LOL... i like clam chowder... it gives me more power to the wheels


----------



## Guest (Apr 15, 2003)

c'mon guys! i really need your opinions here... and about the car too! (actually, i think the best soup is this asparagus soup i tried once in this chinese restaurant i know)
hehehe...


----------



## 93blackSER (Feb 1, 2003)

i'm completely against street racing, but what you do all depends on the size of your wallet. a stock SR20 will give you quite a jump and you can always turn up the boost with that. turboing a KA24 will give you around the same amount of power with a lot more torque. of course, the KA24 wasnt built for power, altho it is a stout engine. but going over anything like 7 or 8 psi of boost, would lead me to want to upgrade the internals and such. just me tho.


----------



## vsp3c (May 15, 2003)

LOL.. clam chowder is rather good

if you wanna turbo a ka24, its gonna cost you about the same as getting a sr20det swap done. also, you'll probably get more power out of the sr20det than the turbo charged KA24. The ka24 probably has high mileage and in not-so-perfect condition.

s13 redtop: 200-205hp 2500$
s13 blacktop: 200-205hp 2700$ (slightly newer than redtops)
s14 sr20det: 220hp 3000$

these are the prices of the front clip. the installation will run about 1500$.

the mechanics of the swap is rather simple and can be done at home if you have the knowledge/equipment/tools
wiring needs to be redone
1.go to a shop and get it wired fro 500$
2.get a prewired harness to plug/play ro 200$
3.buy a s13/s14 service manual and trace back every single wire back one by one. they may not work, trial and error is a huge pain in the ass

no ka is worth modifying.. get the sr20det swap and please don't race in the streets. (don't want to be finger pointing but..) people that race in the streets are the one that causes accidents and gives imports/tuners a bad reputation of wreckless driving.


----------



## mellojoe (Mar 24, 2003)

Please don't say that the KA isn't worth modifying. Yes, the stock system is only good for 7psi. However, I've seen a 5psi pushing 220hp to the wheels. And that was for only $1500. More power, less money, gobs of torque.

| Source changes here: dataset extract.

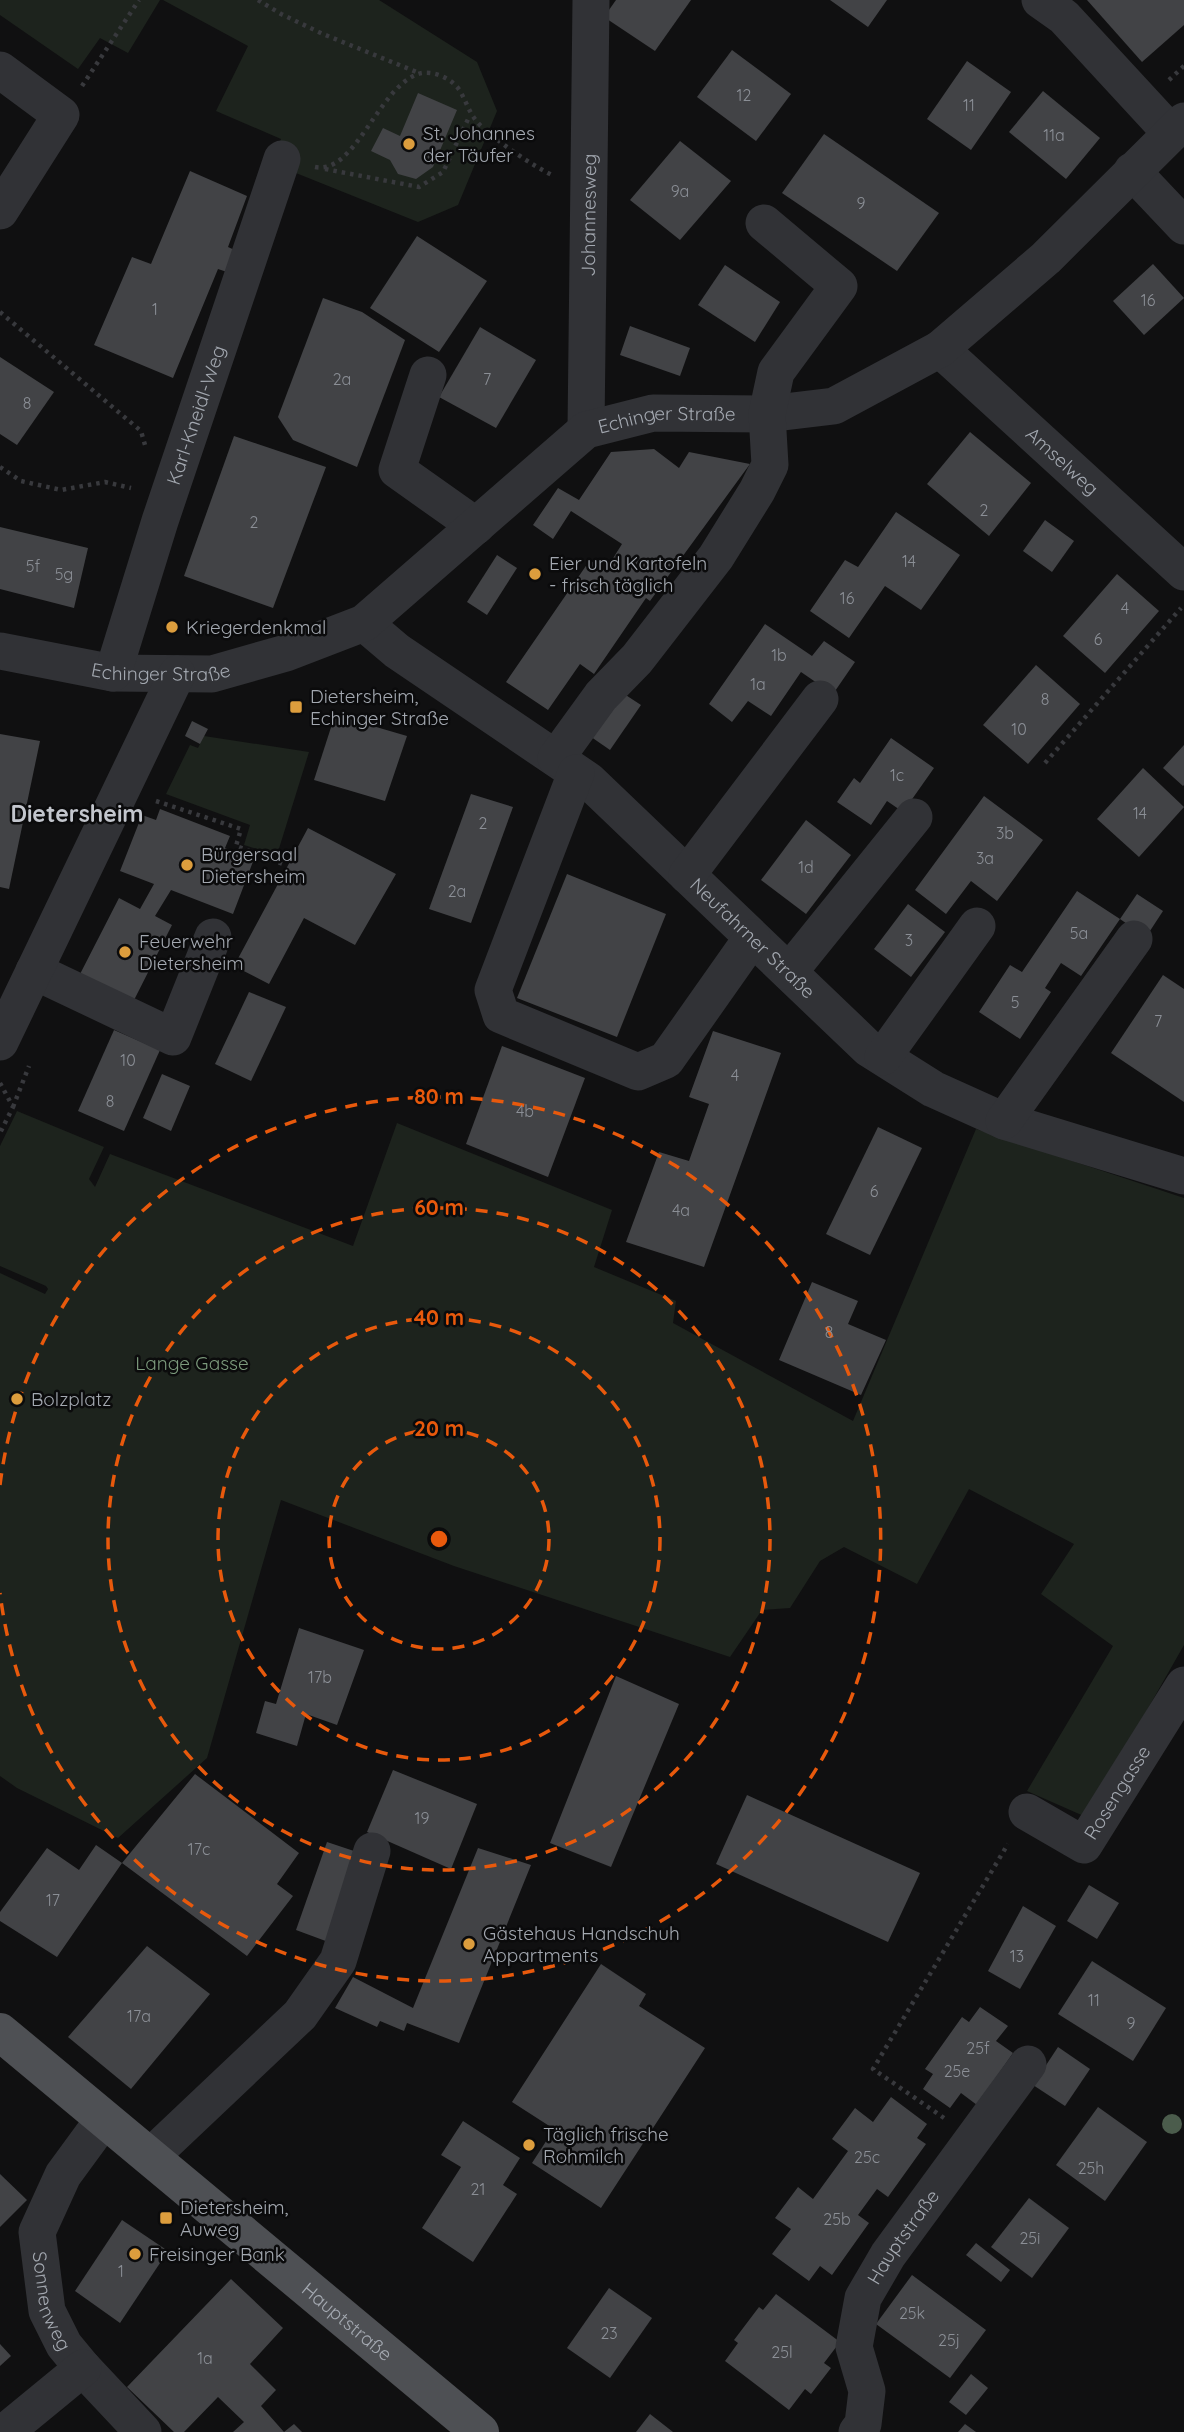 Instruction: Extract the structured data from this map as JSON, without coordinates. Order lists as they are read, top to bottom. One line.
{"streets":{"main road":["Hauptstraße"],"street":["Johannesweg","Karl-Kneidl-Weg","Echinger Straße","Amselweg","Neufahrner Straße","Rosengasse","Sonnenweg"]},"crossings":[["Johannesweg","Echinger Straße"],["Karl-Kneidl-Weg","Echinger Straße"],["Echinger Straße","Amselweg"],["Echinger Straße","Neufahrner Straße"],["Hauptstraße","Sonnenweg"]],"districts":["Dietersheim"],"parks":["Lange Gasse"],"places":{"other":["St. Johannes der Täufer","Eier und Kartofeln - frisch täglich","Kriegerdenkmal","Bürgersaal Dietersheim","Feuerwehr Dietersheim","Bolzplatz","Gästehaus Handschuh Appartments","Täglich frische Rohmilch","Freisinger Bank"],"transit":["Dietersheim, Echinger Straße","Dietersheim, Auweg"]},"house_numbers":["12","11","11a","9a","9","16","1","2a","7","8","2","2","14","5f","5g","16","4","6","1b","1a","8","10","1c","14","2","3b","3a","1d","2a","5a","3","5","7","10","4","8","4b","6","4a","8","17b","19","17c","17","13","11","17a","9","25f","25e","25c","25h","21","25b","25i","1","25k","23","25j","25l","1a"],"rings":["80 m","60 m","40 m","20 m"]}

It is only the stock fuel system that can hold 7psi. Larger injectors and a bigger fuel pump and you are good to go.

Both the SR20DET and the KA24DET max out around 350hp before you have to build the internals. But a safe 300 to 350 rear-wheel horsepower can be had by each with a "simple" fuel system upgrade.

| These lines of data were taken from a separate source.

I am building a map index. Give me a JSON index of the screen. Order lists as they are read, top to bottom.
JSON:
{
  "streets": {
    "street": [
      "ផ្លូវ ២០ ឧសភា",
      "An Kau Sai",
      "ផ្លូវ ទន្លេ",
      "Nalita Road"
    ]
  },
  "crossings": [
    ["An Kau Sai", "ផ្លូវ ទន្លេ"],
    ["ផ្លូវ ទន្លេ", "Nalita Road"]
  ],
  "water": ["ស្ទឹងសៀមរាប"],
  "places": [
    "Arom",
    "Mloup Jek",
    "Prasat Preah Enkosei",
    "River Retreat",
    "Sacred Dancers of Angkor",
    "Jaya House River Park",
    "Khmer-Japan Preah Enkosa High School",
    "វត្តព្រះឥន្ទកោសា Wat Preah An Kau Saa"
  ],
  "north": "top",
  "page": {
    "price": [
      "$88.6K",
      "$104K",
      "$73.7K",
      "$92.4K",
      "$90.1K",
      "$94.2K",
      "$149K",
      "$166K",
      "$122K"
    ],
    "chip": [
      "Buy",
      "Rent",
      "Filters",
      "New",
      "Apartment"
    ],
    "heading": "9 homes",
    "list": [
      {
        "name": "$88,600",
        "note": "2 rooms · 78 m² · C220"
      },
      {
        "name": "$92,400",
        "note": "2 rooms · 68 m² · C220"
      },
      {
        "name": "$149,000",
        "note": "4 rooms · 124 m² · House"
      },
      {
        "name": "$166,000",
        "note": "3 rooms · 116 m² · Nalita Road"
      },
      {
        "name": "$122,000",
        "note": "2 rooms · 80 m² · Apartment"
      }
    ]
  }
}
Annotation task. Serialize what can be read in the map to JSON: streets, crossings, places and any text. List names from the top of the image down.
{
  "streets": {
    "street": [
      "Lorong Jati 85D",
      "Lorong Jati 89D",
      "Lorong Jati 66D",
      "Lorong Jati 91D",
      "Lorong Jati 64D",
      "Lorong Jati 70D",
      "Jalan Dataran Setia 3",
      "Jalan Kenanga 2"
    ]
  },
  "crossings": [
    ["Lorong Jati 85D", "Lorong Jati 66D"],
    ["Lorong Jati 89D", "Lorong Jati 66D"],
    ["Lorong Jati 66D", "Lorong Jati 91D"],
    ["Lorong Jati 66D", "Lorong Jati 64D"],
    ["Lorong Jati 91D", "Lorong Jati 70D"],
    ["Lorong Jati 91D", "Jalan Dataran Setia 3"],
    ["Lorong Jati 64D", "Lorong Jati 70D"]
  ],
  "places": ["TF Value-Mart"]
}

The differences in the KA and SR? The KA is a torque monster, and the SR rev's like a Formula-1 car. Take your pick: which do you perfer? Then go for it.

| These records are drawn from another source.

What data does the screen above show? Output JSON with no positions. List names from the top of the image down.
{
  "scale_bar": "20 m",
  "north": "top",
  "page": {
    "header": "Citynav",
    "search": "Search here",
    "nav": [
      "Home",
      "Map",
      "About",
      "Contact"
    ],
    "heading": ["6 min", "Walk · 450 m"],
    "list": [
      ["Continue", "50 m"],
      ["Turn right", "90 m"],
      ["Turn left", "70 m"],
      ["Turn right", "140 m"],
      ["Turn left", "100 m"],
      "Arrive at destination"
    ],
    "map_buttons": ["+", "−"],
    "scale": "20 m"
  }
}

If you are on a budget, then a 5psi, non-intercooled turbo-kit for the KA can give you some decent numbers. Then as you get money, you can add the intercooler and up the boost a couple of psi. Then, once you can afford it, upgrade the fuel injectors and the fuel pump. Then you can really turn up the boost.

If you have a chunk of cash in hand now: you might look at the swap. That will give you that "JDM" flavor and give you a stout motor with, yes, probably fewer miles.

(edit) LINKY: http://www.240sxforums.com/forums/showthread.php?s=&threadid=8769


----------



## vsp3c (May 15, 2003)

i was at speedoptions for a while and everybody over there thought that the ka was a useless engine.. here at nissanforums, a lot of people seem to like the ka24. it is true that it can produce a lot of torque and a lot of power.

some advantages the sr has over the ka:
weight: sr is considerably lighter than the ka
mileage: normally, the sr20's you get from japan are very low in mileage compared to the ka24's found in us with mid-high mileage
condition: shops that bring sr20's from japan make sure that the engine is in a good condition. if they weren't they would ruin their rep and lose business..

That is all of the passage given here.